Analyze all the datasets

I downloaded the metadata files for all of the datasets across all of the Socrata data portals. Here I explain how I did that and present an summary of the sorts of data that we find in the portals.

Acquiring the data

I acquired the data the same way any ordinary person could have, except that I had substantial assistance from robot scripts. You can see the general workflow below.

A flow chart diagramming how the program works

Listing the portals

First, I get a list of Socrata portals from the Socrata status page. This page makes loads the portal names and descriptions from this JSON file. I download parse that file in portals.py. Most of the portal URLs are in the description fields, but this isn't always the case, so I used some heuristics to tidy that up.

#
# From portals.py
# 
if is_domain(portal['description']):
    domain = portal['description']
elif is_domain(portal['name']):
    domain = portal['name']
elif portal['name'] == 'Socrata':
    continue
else:
    warnings.warn('Could not find a valid domain for %s, skipping' % portal['name'])
    continue

domain = domain.replace('https://', '').replace('http://', '')

It turns out that the opendata.socrata.com portal isn't listed there, so I add that one manually.

Next, I create a directory for each data portal and start downloading and parsing data from each individual portal. Most of the portal-specific stuff is enclosed in the run_one.sh script.

Search for datasets

As far as I could tell, Socrata doesn't have a formal API for searching datasets, so I just searched with the ordinary web interface. In search.sh, I make a search for all datasets of all kinds, and then I keep going to the next page as long as there are results. I save all of the results in a searches directory inside of the portal data folder. For example, search results for data.colorado.gov go in data/data.colorado.gov/searches.

Find dataset identifiers

The search result pages are big HTML blobs. The script viewids.py finds the Socrata 4x4 identifiers in these HTML files and saves them to a file called viewids. It makes a separate file for each portal.

Download dataset metadata

You can download the metadata for a particular dataset at the url https://${SOCRATA_URL}/views/${viewid}.json, where SOCRATA_URL is something like dati.lombardia.it and viewid is something like tuar-wxya. The script views.sh downloads the metadata files.

There are sometimes other attachments that you can read about in the "About" section of a dataset, and those don't get downloaded automatically.

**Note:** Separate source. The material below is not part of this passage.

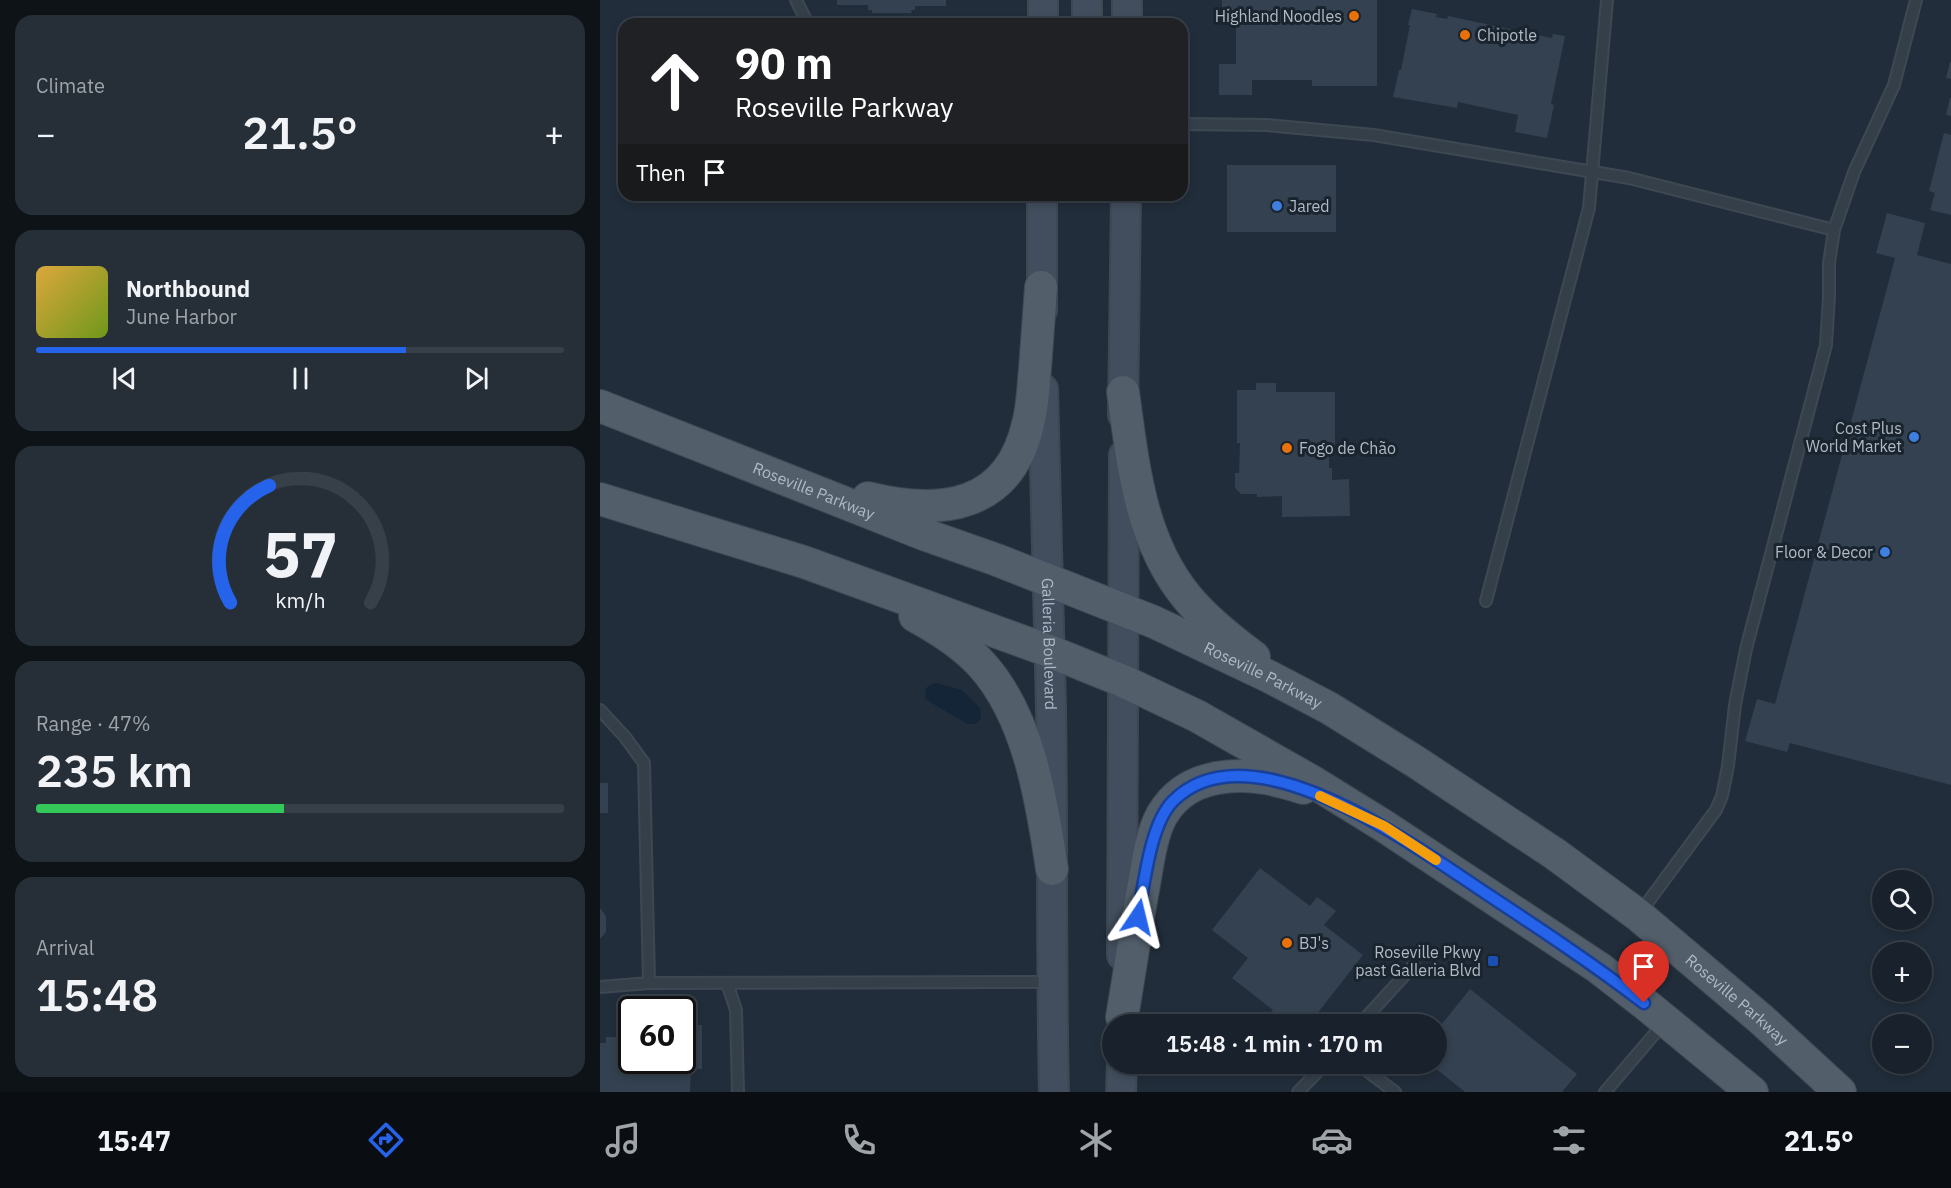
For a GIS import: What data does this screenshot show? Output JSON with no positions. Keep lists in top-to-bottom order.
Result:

Download the datasets themselves

Downloading the datasets is similarly straightforward; you just go to https://${SOCRATA_URL}/api/views/${viewid}/rows.csv?accessType=DOWNLOAD, where SOCRATA_URL is again something like dati.lombardia.it and viewid is again something like tuar-wxya. rows.sh does this.

Unfortunately, Socrata is pretty slow enough that this is actually pretty annoying, so I'm not downloading the actual datasets for now, just the metadata.

Conversion to a table

All of the steps so far are encapsulated in the file run.sh, and that is the file that I run. This resulted in a bunch of inconsistently structured JSON files. There are a lot of different ways that one may want to reformat these files, and I happened to want a table with specific sorts of information, so I decided to separate that into a different file (and repository altogether).

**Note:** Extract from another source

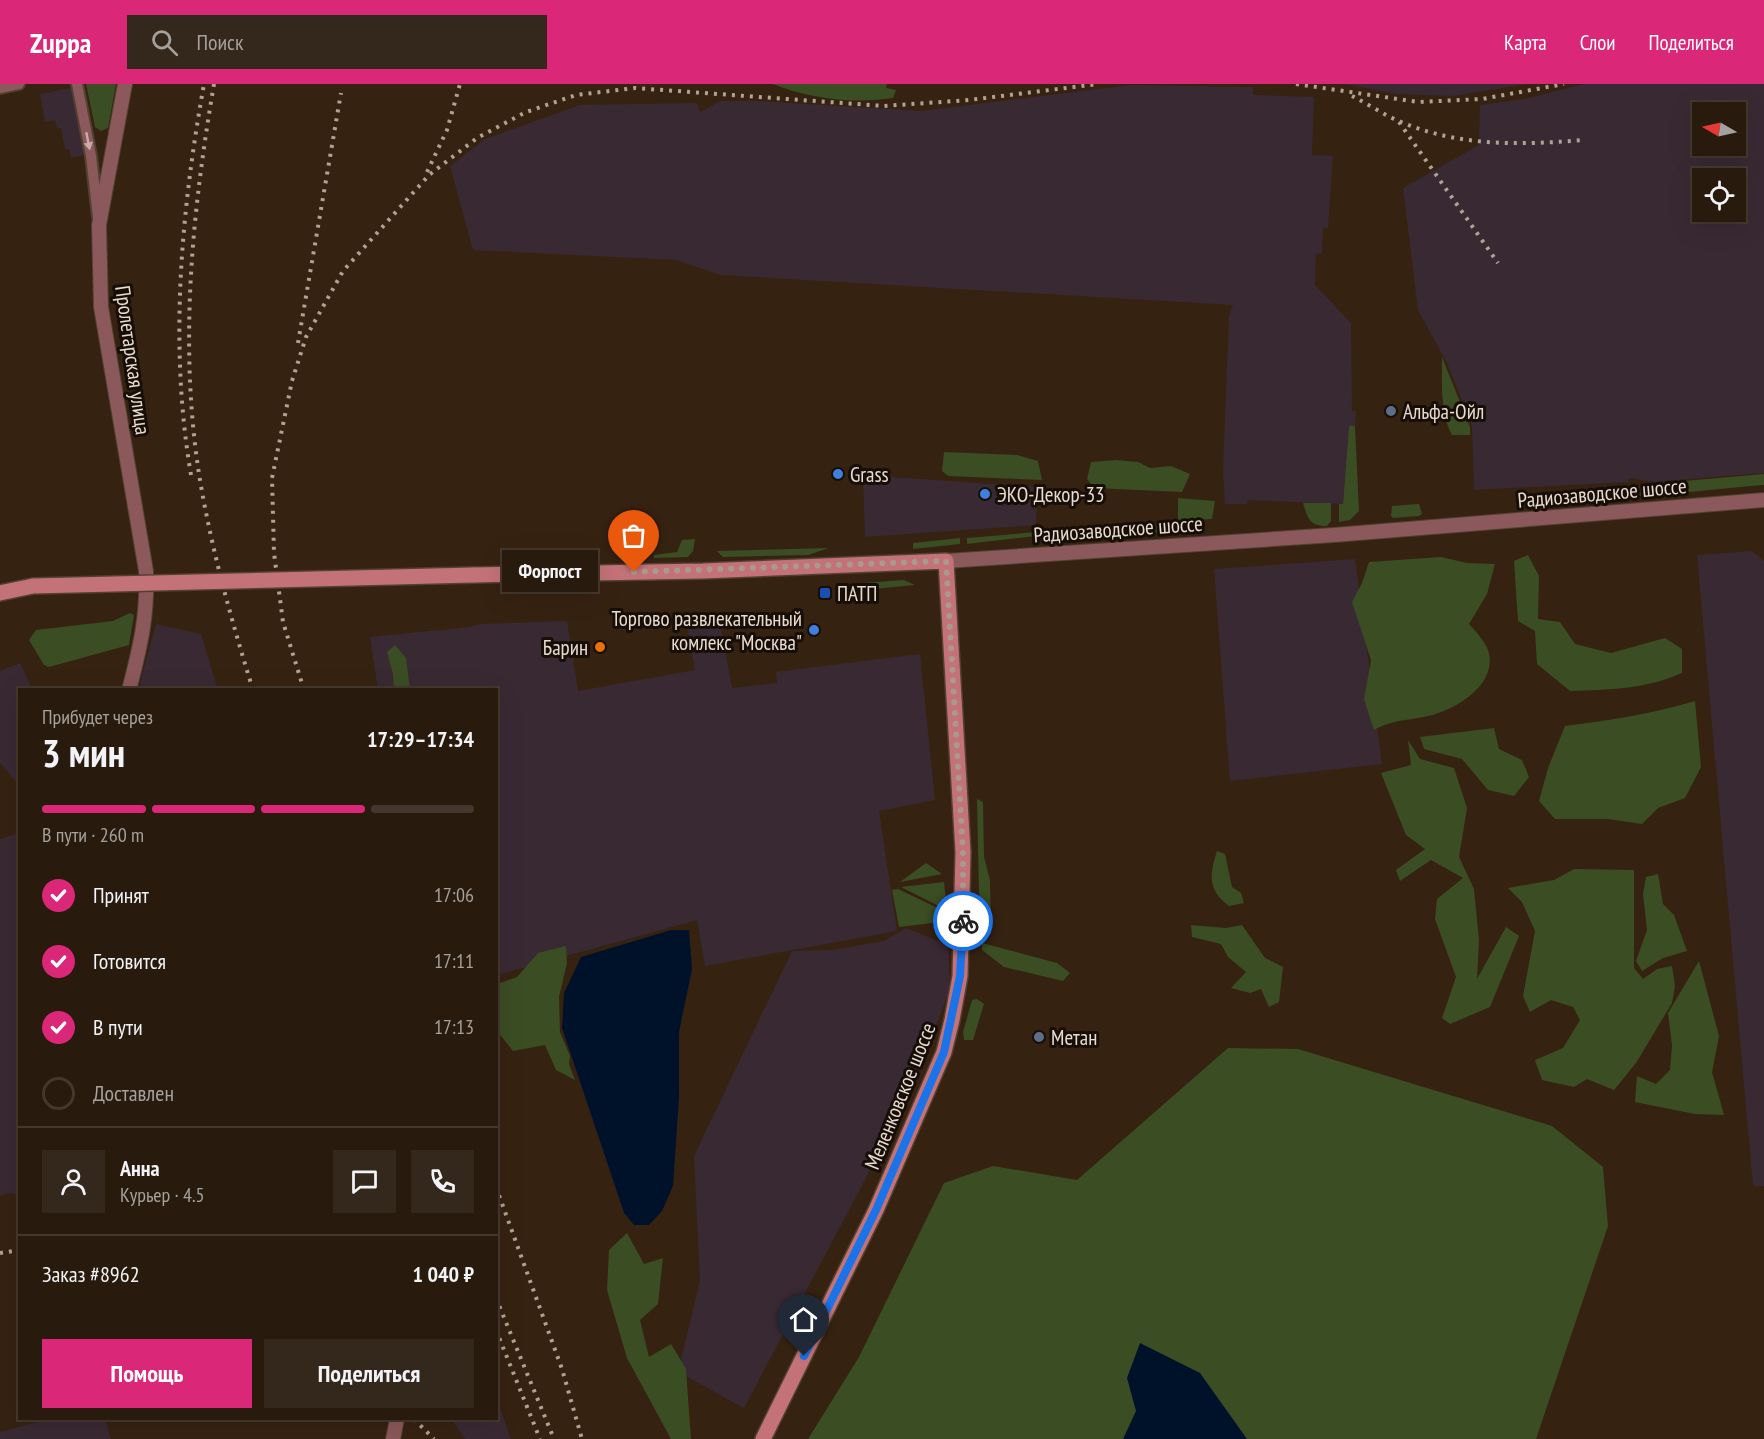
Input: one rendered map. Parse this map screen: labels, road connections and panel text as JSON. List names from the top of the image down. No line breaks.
{"streets":{"main road":["Радиозаводское шоссе","Меленковское шоссе"],"street":["Пролетарская улица"]},"crossings":[["Радиозаводское шоссе","Меленковское шоссе"]],"places":{"other":["Альфа-Ойл","Grass","ЭКО-Декор-33","Форпост","Торгово развлекательный комлекс \"Москва\"","Барин","Метан"],"transit":["ПАТП"]},"north":"left","page":{"header":"Zuppa","search":"Поиск","nav":["Карта","Слои","Поделиться"],"bubble":"Форпост","heading":["3 мин","Прибудет через","17:29–17:34"],"panel":["Анна","Курьер · 4.5","Заказ #8962","1 040 ₽"],"bar":"В пути · 260 m","list":[["Принят","17:06"],["Готовится","17:11"],["В пути","17:13"],"Доставлен"],"buttons":["Помощь","Поделиться"]}}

A script in the analysis repository opens all of the JSON files and makes a row in a CSV file for each one. It doesn't take all of the fields. It handles nested structures by extracting flat features from them; for example, I take the number of dataset tags rather than the full list of tags.

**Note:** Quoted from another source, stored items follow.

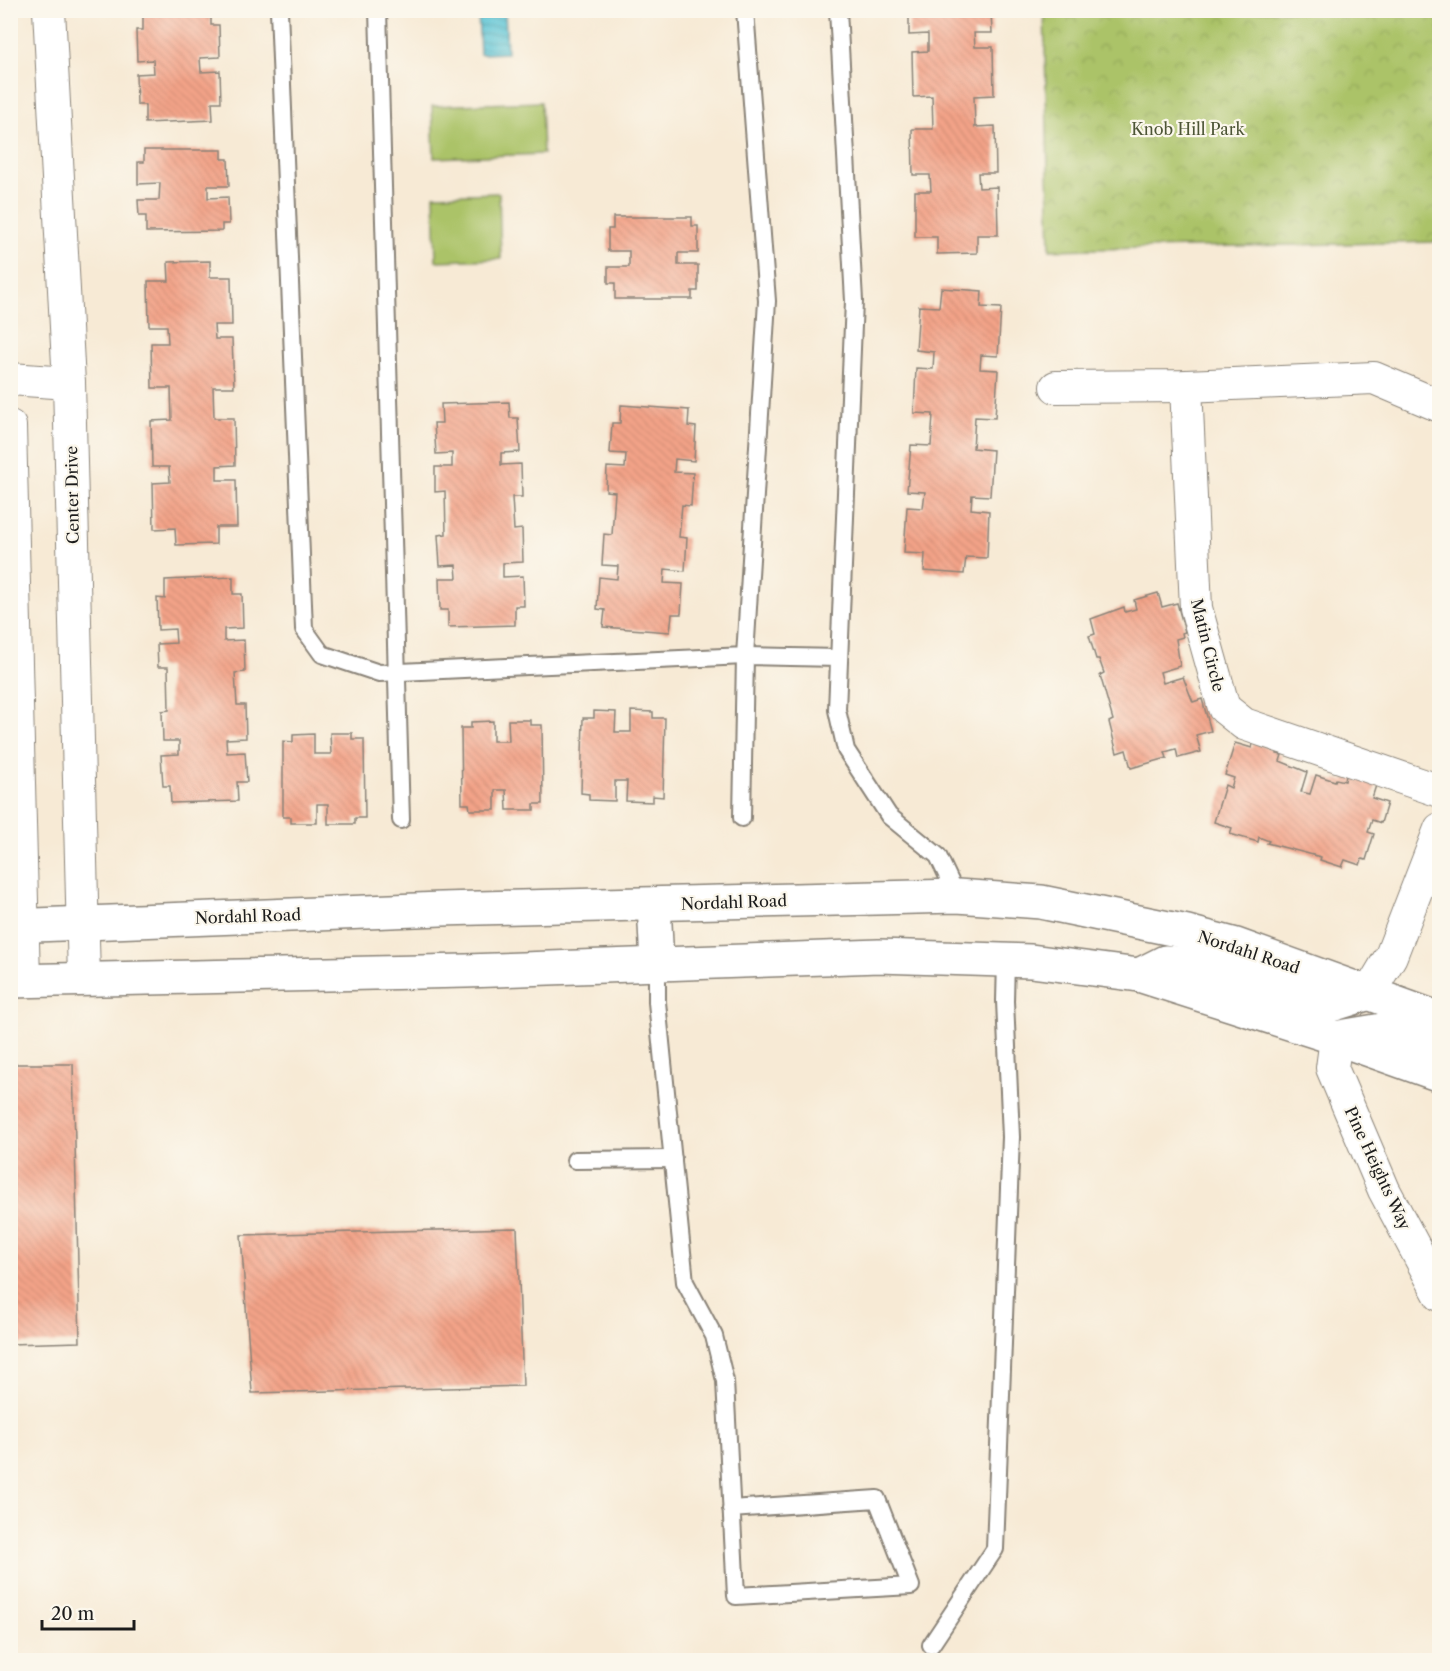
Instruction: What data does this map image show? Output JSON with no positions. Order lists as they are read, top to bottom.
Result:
{
  "streets": {
    "main road": ["Nordahl Road"],
    "street": ["Center Drive", "Matin Circle", "Pine Heights Way"]
  },
  "crossings": [
    ["Center Drive", "Nordahl Road"]
  ],
  "parks": ["Knob Hill Park"],
  "scale_bar": "20 m"
}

You can download this table here. The following analyses all come from that table.

Missing metadata

summary.sh tells me which files are empty (as a result of HTTP errors) and how total files there are. It turns out that six of the Hawaii files are empty. The Hawaii data portal had only just started as I was downloading the files, so it might be that these datasets got changed suddenly between the searching and the downloading.

$ ./summary.sh 
Empty files:
data/data.hawaii.gov/views/qbr3-puhj
data/data.hawaii.gov/views/s8xa-f7xy
data/data.hawaii.gov/views/mmnd-twmz
data/data.hawaii.gov/views/bi6a-gquj
data/data.hawaii.gov/views/r7hz-w7x9
data/data.hawaii.gov/views/wbtr-iq8j
There are 89120 total datasets in all of the Socrata portals.
Of those, 89114 contain metadata; the others are empty files.

Two interesting points about the Socrata software

I learned some fun things about Socrata in doing all of this.

Multi-portal architecture

All of the different Socrata portals are probably served from the same web application. I say this because rate limits apply across portals rather than within portals and because all of the sites were down for maintenance on the same day (6/26/2013).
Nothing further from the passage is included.